═══ SUPPLIED MATERIAL

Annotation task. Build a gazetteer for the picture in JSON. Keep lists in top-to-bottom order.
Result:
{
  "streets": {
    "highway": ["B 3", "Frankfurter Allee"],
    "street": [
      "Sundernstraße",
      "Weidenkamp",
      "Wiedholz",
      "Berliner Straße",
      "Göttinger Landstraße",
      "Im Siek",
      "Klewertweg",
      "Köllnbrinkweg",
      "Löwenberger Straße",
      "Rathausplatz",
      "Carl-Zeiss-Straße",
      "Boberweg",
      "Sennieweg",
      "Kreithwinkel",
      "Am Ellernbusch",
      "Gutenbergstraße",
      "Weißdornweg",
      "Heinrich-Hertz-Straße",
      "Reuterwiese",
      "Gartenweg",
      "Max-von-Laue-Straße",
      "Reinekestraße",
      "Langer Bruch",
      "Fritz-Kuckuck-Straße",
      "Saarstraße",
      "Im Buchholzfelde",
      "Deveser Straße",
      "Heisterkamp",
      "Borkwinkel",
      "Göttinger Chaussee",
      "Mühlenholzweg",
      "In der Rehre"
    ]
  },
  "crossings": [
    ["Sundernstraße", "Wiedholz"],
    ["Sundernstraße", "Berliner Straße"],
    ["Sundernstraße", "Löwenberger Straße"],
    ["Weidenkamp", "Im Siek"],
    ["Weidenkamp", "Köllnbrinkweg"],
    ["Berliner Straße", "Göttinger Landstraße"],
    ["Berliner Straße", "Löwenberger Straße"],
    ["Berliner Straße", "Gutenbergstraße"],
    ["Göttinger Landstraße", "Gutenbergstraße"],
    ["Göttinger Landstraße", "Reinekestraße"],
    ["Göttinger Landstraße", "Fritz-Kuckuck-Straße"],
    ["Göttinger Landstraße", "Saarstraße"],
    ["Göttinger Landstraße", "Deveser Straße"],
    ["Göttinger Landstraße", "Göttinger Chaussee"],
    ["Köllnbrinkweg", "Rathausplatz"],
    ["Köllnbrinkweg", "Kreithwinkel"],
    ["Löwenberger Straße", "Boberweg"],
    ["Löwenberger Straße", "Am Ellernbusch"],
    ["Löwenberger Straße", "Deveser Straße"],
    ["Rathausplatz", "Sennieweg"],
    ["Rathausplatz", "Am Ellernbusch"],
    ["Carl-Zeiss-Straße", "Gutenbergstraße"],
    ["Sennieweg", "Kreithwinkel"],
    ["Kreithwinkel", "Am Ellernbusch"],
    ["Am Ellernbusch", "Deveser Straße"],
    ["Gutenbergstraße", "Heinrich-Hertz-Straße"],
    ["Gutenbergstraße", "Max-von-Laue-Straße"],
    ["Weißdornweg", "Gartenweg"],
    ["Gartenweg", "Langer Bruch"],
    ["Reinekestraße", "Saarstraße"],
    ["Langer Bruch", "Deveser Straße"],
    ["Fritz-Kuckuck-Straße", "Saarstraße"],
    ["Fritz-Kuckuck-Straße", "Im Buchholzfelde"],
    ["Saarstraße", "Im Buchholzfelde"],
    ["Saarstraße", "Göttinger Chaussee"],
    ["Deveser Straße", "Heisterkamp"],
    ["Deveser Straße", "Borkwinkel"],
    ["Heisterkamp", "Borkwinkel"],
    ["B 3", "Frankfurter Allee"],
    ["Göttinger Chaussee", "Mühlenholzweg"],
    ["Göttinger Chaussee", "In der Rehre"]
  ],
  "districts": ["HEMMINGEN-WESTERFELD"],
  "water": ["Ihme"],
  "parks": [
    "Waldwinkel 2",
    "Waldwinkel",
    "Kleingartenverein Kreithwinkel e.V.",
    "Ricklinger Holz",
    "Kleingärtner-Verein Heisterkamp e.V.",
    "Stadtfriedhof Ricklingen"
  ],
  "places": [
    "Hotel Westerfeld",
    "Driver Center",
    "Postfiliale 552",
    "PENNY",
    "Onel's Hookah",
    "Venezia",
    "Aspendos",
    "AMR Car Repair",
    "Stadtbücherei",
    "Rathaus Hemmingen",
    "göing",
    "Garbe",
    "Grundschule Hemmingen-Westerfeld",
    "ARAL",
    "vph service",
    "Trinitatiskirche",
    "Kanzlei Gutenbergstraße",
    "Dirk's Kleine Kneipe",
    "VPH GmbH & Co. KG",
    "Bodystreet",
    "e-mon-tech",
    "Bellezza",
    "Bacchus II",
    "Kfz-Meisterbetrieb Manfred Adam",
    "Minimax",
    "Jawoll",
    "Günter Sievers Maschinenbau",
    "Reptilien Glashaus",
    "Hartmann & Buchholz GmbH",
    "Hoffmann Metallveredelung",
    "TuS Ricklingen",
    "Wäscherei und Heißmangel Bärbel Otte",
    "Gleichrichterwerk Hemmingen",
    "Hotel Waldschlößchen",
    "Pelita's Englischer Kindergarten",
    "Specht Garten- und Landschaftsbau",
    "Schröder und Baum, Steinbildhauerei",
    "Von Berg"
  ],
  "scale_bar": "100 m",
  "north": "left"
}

══════

- [TASK DETAILS]: Write out the entries verbatim, all of them.

- [YOUR RESPONSE]:
Annotation task. Build a gazetteer for the picture in JSON. Keep lists in top-to-bottom order.
Result:
{
  "streets": {
    "highway": ["B 3", "Frankfurter Allee"],
    "street": [
      "Sundernstraße",
      "Weidenkamp",
      "Wiedholz",
      "Berliner Straße",
      "Göttinger Landstraße",
      "Im Siek",
      "Klewertweg",
      "Köllnbrinkweg",
      "Löwenberger Straße",
      "Rathausplatz",
      "Carl-Zeiss-Straße",
      "Boberweg",
      "Sennieweg",
      "Kreithwinkel",
      "Am Ellernbusch",
      "Gutenbergstraße",
      "Weißdornweg",
      "Heinrich-Hertz-Straße",
      "Reuterwiese",
      "Gartenweg",
      "Max-von-Laue-Straße",
      "Reinekestraße",
      "Langer Bruch",
      "Fritz-Kuckuck-Straße",
      "Saarstraße",
      "Im Buchholzfelde",
      "Deveser Straße",
      "Heisterkamp",
      "Borkwinkel",
      "Göttinger Chaussee",
      "Mühlenholzweg",
      "In der Rehre"
    ]
  },
  "crossings": [
    ["Sundernstraße", "Wiedholz"],
    ["Sundernstraße", "Berliner Straße"],
    ["Sundernstraße", "Löwenberger Straße"],
    ["Weidenkamp", "Im Siek"],
    ["Weidenkamp", "Köllnbrinkweg"],
    ["Berliner Straße", "Göttinger Landstraße"],
    ["Berliner Straße", "Löwenberger Straße"],
    ["Berliner Straße", "Gutenbergstraße"],
    ["Göttinger Landstraße", "Gutenbergstraße"],
    ["Göttinger Landstraße", "Reinekestraße"],
    ["Göttinger Landstraße", "Fritz-Kuckuck-Straße"],
    ["Göttinger Landstraße", "Saarstraße"],
    ["Göttinger Landstraße", "Deveser Straße"],
    ["Göttinger Landstraße", "Göttinger Chaussee"],
    ["Köllnbrinkweg", "Rathausplatz"],
    ["Köllnbrinkweg", "Kreithwinkel"],
    ["Löwenberger Straße", "Boberweg"],
    ["Löwenberger Straße", "Am Ellernbusch"],
    ["Löwenberger Straße", "Deveser Straße"],
    ["Rathausplatz", "Sennieweg"],
    ["Rathausplatz", "Am Ellernbusch"],
    ["Carl-Zeiss-Straße", "Gutenbergstraße"],
    ["Sennieweg", "Kreithwinkel"],
    ["Kreithwinkel", "Am Ellernbusch"],
    ["Am Ellernbusch", "Deveser Straße"],
    ["Gutenbergstraße", "Heinrich-Hertz-Straße"],
    ["Gutenbergstraße", "Max-von-Laue-Straße"],
    ["Weißdornweg", "Gartenweg"],
    ["Gartenweg", "Langer Bruch"],
    ["Reinekestraße", "Saarstraße"],
    ["Langer Bruch", "Deveser Straße"],
    ["Fritz-Kuckuck-Straße", "Saarstraße"],
    ["Fritz-Kuckuck-Straße", "Im Buchholzfelde"],
    ["Saarstraße", "Im Buchholzfelde"],
    ["Saarstraße", "Göttinger Chaussee"],
    ["Deveser Straße", "Heisterkamp"],
    ["Deveser Straße", "Borkwinkel"],
    ["Heisterkamp", "Borkwinkel"],
    ["B 3", "Frankfurter Allee"],
    ["Göttinger Chaussee", "Mühlenholzweg"],
    ["Göttinger Chaussee", "In der Rehre"]
  ],
  "districts": ["HEMMINGEN-WESTERFELD"],
  "water": ["Ihme"],
  "parks": [
    "Waldwinkel 2",
    "Waldwinkel",
    "Kleingartenverein Kreithwinkel e.V.",
    "Ricklinger Holz",
    "Kleingärtner-Verein Heisterkamp e.V.",
    "Stadtfriedhof Ricklingen"
  ],
  "places": [
    "Hotel Westerfeld",
    "Driver Center",
    "Postfiliale 552",
    "PENNY",
    "Onel's Hookah",
    "Venezia",
    "Aspendos",
    "AMR Car Repair",
    "Stadtbücherei",
    "Rathaus Hemmingen",
    "göing",
    "Garbe",
    "Grundschule Hemmingen-Westerfeld",
    "ARAL",
    "vph service",
    "Trinitatiskirche",
    "Kanzlei Gutenbergstraße",
    "Dirk's Kleine Kneipe",
    "VPH GmbH & Co. KG",
    "Bodystreet",
    "e-mon-tech",
    "Bellezza",
    "Bacchus II",
    "Kfz-Meisterbetrieb Manfred Adam",
    "Minimax",
    "Jawoll",
    "Günter Sievers Maschinenbau",
    "Reptilien Glashaus",
    "Hartmann & Buchholz GmbH",
    "Hoffmann Metallveredelung",
    "TuS Ricklingen",
    "Wäscherei und Heißmangel Bärbel Otte",
    "Gleichrichterwerk Hemmingen",
    "Hotel Waldschlößchen",
    "Pelita's Englischer Kindergarten",
    "Specht Garten- und Landschaftsbau",
    "Schröder und Baum, Steinbildhauerei",
    "Von Berg"
  ],
  "scale_bar": "100 m",
  "north": "left"
}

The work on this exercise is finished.